§ **WORK REQUIRED**:
If a line in the data holds the string "white", list it.

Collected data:
_____
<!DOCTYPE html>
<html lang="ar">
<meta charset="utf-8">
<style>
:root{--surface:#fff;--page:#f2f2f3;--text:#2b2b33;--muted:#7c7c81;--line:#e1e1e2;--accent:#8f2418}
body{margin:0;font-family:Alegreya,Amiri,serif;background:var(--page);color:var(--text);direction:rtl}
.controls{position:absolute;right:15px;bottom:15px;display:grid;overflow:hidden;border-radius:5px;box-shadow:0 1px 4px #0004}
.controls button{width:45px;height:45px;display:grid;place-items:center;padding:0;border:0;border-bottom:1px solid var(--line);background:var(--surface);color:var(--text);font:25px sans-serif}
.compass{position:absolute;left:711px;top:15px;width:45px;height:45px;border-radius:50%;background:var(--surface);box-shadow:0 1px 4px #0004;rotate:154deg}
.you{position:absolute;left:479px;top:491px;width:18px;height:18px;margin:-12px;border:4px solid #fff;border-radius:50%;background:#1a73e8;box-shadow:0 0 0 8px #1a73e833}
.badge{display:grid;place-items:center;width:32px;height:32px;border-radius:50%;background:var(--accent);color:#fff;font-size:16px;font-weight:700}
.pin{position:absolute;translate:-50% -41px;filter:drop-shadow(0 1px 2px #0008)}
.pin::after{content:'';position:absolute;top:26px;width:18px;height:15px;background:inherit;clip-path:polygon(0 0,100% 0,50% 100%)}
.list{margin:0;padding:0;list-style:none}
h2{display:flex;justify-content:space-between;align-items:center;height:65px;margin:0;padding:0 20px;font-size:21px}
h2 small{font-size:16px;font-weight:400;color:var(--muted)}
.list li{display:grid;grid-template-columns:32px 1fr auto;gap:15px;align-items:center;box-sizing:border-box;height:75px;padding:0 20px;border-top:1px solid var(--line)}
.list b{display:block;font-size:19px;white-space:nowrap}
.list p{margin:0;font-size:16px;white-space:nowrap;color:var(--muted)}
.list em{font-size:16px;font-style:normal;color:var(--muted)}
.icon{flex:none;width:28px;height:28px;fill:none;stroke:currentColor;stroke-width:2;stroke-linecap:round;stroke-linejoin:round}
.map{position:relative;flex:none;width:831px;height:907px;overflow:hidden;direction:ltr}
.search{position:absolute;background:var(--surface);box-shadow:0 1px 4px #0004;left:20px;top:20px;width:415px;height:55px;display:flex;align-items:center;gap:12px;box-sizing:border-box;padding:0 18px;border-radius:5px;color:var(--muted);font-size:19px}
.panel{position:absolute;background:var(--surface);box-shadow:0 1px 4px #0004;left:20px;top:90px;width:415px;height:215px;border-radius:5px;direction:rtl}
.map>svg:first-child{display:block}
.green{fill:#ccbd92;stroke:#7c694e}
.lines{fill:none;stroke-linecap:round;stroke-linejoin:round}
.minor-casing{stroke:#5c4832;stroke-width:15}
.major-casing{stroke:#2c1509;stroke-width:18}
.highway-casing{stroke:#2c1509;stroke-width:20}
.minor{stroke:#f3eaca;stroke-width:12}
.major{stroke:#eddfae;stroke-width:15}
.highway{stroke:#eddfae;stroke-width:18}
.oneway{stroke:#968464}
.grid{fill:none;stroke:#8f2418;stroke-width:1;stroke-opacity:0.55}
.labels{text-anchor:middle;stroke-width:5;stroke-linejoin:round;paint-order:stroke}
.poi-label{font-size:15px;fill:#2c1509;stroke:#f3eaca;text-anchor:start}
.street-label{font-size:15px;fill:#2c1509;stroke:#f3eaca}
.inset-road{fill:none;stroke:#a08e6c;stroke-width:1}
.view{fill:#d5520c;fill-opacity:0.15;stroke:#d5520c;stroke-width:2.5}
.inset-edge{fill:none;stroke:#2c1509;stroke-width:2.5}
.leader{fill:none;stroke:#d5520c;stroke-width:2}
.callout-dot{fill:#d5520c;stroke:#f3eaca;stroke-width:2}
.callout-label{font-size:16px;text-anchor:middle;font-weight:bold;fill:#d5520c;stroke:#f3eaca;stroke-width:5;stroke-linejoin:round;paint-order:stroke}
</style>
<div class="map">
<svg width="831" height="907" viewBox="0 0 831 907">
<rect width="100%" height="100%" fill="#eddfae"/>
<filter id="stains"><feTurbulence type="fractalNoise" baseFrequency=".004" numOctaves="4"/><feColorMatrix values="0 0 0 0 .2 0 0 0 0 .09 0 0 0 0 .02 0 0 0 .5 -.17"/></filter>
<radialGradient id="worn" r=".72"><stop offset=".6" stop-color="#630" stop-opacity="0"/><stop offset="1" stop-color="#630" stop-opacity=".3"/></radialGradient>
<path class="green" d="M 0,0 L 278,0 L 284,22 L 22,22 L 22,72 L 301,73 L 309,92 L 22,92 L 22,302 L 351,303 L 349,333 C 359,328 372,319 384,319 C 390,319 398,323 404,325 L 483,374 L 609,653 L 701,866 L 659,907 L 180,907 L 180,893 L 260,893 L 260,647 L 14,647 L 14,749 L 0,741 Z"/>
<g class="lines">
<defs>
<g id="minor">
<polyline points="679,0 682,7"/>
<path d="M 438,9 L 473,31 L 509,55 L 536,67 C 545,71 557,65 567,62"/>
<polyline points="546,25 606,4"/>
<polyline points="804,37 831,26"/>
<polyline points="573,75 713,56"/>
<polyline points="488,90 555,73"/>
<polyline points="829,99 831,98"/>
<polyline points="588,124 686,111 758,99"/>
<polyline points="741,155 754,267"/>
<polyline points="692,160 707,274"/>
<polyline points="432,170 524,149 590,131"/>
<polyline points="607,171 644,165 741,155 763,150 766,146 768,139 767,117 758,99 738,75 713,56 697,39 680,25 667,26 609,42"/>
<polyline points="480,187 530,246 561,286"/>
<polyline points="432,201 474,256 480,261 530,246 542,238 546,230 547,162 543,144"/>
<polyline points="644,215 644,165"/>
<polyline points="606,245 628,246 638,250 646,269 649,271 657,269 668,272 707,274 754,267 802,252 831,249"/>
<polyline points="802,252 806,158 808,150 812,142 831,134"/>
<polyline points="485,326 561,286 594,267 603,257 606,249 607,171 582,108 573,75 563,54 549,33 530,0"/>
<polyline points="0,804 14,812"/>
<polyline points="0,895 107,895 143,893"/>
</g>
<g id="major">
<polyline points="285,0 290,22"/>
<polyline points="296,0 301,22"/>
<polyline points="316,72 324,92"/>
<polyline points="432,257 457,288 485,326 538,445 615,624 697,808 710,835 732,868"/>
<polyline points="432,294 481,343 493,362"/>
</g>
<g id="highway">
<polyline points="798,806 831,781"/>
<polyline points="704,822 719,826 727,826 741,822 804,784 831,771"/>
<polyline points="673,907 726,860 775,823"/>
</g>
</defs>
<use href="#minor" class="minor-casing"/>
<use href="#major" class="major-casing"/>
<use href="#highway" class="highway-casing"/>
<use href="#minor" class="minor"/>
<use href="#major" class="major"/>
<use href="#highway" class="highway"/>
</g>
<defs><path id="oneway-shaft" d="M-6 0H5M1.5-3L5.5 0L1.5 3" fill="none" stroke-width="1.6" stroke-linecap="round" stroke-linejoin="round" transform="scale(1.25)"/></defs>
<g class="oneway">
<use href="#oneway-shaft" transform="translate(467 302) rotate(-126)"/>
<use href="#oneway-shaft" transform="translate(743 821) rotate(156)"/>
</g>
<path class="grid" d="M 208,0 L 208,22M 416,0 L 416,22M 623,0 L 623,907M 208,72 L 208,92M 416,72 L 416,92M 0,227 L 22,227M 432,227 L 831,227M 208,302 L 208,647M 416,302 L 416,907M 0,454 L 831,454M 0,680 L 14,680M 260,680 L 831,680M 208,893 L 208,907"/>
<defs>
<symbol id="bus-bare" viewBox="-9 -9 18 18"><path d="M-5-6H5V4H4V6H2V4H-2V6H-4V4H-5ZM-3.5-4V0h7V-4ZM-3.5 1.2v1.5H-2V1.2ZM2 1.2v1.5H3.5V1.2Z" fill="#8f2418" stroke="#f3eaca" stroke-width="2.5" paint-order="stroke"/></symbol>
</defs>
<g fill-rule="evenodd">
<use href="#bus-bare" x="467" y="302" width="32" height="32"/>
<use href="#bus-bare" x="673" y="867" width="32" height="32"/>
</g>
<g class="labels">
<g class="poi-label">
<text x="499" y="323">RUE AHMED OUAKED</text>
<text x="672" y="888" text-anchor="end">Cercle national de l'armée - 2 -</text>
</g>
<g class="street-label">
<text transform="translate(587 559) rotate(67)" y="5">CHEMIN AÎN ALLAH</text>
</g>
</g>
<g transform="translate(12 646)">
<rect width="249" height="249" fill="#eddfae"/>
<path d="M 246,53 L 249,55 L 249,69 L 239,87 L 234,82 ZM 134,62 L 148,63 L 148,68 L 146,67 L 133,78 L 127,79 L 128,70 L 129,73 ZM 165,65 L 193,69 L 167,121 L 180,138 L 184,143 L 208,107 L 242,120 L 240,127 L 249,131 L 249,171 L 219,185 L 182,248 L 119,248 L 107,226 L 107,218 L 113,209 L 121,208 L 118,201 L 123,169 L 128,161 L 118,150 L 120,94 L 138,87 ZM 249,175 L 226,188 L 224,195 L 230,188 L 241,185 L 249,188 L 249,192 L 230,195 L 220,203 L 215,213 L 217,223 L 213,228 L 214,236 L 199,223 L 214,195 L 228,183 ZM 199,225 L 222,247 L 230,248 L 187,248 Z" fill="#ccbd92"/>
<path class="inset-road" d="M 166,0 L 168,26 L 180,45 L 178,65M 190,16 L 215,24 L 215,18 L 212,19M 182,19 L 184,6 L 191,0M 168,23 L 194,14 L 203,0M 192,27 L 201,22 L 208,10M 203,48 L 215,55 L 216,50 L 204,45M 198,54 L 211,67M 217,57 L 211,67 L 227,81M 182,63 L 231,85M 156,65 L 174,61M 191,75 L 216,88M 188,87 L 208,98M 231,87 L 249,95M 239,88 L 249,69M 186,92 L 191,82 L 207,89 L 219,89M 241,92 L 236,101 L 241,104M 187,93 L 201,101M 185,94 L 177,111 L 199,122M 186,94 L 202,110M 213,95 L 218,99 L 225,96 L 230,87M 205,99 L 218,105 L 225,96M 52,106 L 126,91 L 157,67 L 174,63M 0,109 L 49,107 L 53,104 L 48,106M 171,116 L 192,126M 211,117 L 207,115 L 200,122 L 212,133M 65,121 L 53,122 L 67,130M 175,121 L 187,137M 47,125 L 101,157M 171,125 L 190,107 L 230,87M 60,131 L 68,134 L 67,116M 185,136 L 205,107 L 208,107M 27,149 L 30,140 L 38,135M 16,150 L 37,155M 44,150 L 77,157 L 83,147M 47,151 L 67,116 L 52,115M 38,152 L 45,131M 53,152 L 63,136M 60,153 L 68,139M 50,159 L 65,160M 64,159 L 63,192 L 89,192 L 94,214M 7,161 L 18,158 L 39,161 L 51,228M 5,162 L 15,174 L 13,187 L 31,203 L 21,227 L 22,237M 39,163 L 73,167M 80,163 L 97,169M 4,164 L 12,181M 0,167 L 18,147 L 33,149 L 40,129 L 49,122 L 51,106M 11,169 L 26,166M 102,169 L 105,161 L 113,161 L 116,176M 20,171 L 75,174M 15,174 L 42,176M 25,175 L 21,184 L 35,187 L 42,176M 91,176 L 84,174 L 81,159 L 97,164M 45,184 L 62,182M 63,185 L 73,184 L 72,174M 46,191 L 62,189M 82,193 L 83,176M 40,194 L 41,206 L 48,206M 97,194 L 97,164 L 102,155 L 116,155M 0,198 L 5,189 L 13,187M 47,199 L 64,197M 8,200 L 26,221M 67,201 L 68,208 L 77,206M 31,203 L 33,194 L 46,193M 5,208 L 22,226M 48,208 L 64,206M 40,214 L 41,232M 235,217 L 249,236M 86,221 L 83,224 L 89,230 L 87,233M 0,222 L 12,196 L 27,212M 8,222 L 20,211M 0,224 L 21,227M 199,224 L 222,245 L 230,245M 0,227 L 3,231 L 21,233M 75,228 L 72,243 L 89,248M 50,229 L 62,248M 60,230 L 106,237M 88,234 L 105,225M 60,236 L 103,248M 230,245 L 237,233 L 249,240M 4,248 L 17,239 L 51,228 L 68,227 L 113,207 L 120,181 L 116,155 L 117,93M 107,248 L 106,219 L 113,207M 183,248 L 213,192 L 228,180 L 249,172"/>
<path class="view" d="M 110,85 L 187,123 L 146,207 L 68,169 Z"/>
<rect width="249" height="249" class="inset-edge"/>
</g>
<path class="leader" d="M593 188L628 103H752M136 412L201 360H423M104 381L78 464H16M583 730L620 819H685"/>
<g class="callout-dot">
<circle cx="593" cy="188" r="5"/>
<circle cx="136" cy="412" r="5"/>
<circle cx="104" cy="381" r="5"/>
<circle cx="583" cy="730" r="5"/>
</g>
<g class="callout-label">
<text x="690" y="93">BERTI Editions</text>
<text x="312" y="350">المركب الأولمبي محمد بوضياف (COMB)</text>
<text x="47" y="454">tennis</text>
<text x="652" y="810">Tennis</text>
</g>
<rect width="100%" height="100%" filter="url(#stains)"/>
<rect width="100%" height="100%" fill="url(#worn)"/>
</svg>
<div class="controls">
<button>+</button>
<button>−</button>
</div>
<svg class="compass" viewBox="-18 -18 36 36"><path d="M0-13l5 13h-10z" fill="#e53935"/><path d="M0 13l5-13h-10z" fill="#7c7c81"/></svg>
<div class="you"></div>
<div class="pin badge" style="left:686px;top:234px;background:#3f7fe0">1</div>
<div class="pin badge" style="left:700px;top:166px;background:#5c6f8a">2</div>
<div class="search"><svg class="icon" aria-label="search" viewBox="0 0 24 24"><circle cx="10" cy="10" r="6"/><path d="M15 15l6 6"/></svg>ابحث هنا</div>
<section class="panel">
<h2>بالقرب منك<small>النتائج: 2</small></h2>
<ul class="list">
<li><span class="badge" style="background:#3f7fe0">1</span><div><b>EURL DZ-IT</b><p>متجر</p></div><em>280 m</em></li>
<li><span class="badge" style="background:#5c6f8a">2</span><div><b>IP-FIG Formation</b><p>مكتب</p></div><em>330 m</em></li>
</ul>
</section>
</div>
_____
§ **PROBLEM SOLUTION**:
.list b{display:block;font-size:19px;white-space:nowrap}
.list p{margin:0;font-size:16px;white-space:nowrap;color:var(--muted)}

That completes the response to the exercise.